Denise, the writer

Anger

By Denise, 1990s

“God is a righteous judge who expresses his wrath every day. If he does not relent he will sharpen his sword, he will bend and straighten his bow. He has prepared deadly weapons he makes ready his flaming arrows.” Psalm 7

I used to take great offense at Old Testament readings that were violent and called upon God to trample upon enemies and destroy alien tribes. However, as I in my middle-age crises have discovered my own dark side, I come to realize that there is a dark, aggressive, angry element in everyone’s soul that needs to be acknowledged, though not acted out. I think the Old Testament a book of the people as well as a book of God, reflects that dark side in those readings acknowledges the human element but even the good people the chosen people sometimes feel rage. There is an existential rage in all of us, a recognition that the things of this world always promise more than they deliver. Life can be wonderful, is can also be very painful, friends can be loyal and caring, they can also be hardhearted and deceitful in their own human weakness.

Goals can be accomplished but it will be lasting or meaningful in the long run? Human love is limited, human memory short, human life ultimately fragile. No matter how we struggle for self-expression we can never make ourselves truly known to one another. Creativity often becomes subordinated to pragmatic purposes.

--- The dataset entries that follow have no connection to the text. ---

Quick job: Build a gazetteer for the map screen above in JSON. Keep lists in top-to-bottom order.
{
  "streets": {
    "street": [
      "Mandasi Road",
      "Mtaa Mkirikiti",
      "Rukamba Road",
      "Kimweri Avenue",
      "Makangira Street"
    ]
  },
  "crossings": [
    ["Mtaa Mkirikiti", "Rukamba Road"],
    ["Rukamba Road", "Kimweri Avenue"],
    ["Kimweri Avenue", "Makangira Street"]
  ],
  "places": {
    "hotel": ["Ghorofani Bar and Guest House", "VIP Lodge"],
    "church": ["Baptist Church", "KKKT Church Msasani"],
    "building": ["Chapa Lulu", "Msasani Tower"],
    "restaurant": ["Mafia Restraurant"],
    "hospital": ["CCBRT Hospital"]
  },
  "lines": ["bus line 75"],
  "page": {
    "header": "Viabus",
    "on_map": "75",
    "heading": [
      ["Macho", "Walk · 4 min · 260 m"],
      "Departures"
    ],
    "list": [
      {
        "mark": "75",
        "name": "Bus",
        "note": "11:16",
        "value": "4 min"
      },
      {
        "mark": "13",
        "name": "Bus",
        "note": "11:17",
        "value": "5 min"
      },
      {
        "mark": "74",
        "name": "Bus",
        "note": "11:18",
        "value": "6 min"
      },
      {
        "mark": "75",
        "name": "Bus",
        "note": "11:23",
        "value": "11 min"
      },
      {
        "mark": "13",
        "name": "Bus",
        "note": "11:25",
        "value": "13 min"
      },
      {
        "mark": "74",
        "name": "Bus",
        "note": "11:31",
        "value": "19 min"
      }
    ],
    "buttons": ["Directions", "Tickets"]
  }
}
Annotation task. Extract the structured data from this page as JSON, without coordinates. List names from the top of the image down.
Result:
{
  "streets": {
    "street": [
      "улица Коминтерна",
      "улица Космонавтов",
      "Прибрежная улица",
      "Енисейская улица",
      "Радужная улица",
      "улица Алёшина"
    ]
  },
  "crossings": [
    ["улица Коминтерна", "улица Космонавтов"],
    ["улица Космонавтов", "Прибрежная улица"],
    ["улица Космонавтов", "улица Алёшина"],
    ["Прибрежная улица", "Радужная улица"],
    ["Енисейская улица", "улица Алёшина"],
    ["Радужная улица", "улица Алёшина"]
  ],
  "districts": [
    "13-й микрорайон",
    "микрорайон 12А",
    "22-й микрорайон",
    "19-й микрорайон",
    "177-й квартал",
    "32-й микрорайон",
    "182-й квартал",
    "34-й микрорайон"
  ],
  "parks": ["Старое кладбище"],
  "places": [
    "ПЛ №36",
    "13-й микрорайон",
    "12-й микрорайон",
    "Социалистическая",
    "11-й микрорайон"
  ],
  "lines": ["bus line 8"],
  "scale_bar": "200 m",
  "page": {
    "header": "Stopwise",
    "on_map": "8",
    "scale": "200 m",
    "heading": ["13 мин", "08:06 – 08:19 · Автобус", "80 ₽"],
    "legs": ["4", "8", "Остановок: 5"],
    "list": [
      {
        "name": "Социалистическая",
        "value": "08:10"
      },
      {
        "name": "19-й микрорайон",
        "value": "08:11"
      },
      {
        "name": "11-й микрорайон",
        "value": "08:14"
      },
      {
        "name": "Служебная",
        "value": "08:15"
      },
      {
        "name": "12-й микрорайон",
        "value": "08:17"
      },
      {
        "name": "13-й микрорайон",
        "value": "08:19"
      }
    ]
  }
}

We are all angry and we all have a good reason. Very few have had such idyllic childhoods that they do not wish that they had more attention or affirmation more time with parents who died or left. Men are angry because the full burden of battling the economic system to support the family has traditionally fallen on them, and because we are told that opportunity is unlimited in America – anyone can become president – so anyone who is not a millionaire or president feels that he has fallen short. Women are angry because traditionally they were taught if they were a “little ladies” or good cooks, or pretty enough, they would be happy, fulfilled by their homemaking chores and children and cherished for their whole lives. Often having done what was expected, they find instead that they are bored, their talents and abilities are denigrated, and their families do not value their being or their contributions. Life is not that simple. We have all been taught by popular culture that it should be, that all problems can be solved, that bad things do not happen to good people, that good deeds are always rewarded and bad deeds punished. And because the world is not that simple, or well-ordered, we are angry.  We struggle and struggle to bring order to our lives, to shrink reality down to a size we can manage. But as God told Job out of the whirlwind, life is essentially disorderly, and only God can make it meaningful. Only in union with God do we find peace, do the walls of hostility break down (Eph 3:14-17) and we are able to make sense out of our lives. To think that we can bring about peace without God, by being nice, or liking people or never disagreeing and pretending we are never angry or hateful, is to ignore our total and absolute dependence on God for all that is good. Only in the kingdom is life without anger possible. So how do we use our anger while we still have it? Anger recognized and integrated does not have to be destructive or hurtful. Anger is a form of energy and as such can be used to speak the truth when that is difficult, assert our own needs for dignity, freedom, and personal growth, oppose those forces that oppress and destroy the human spirit, and fuel the actions that build the kingdom.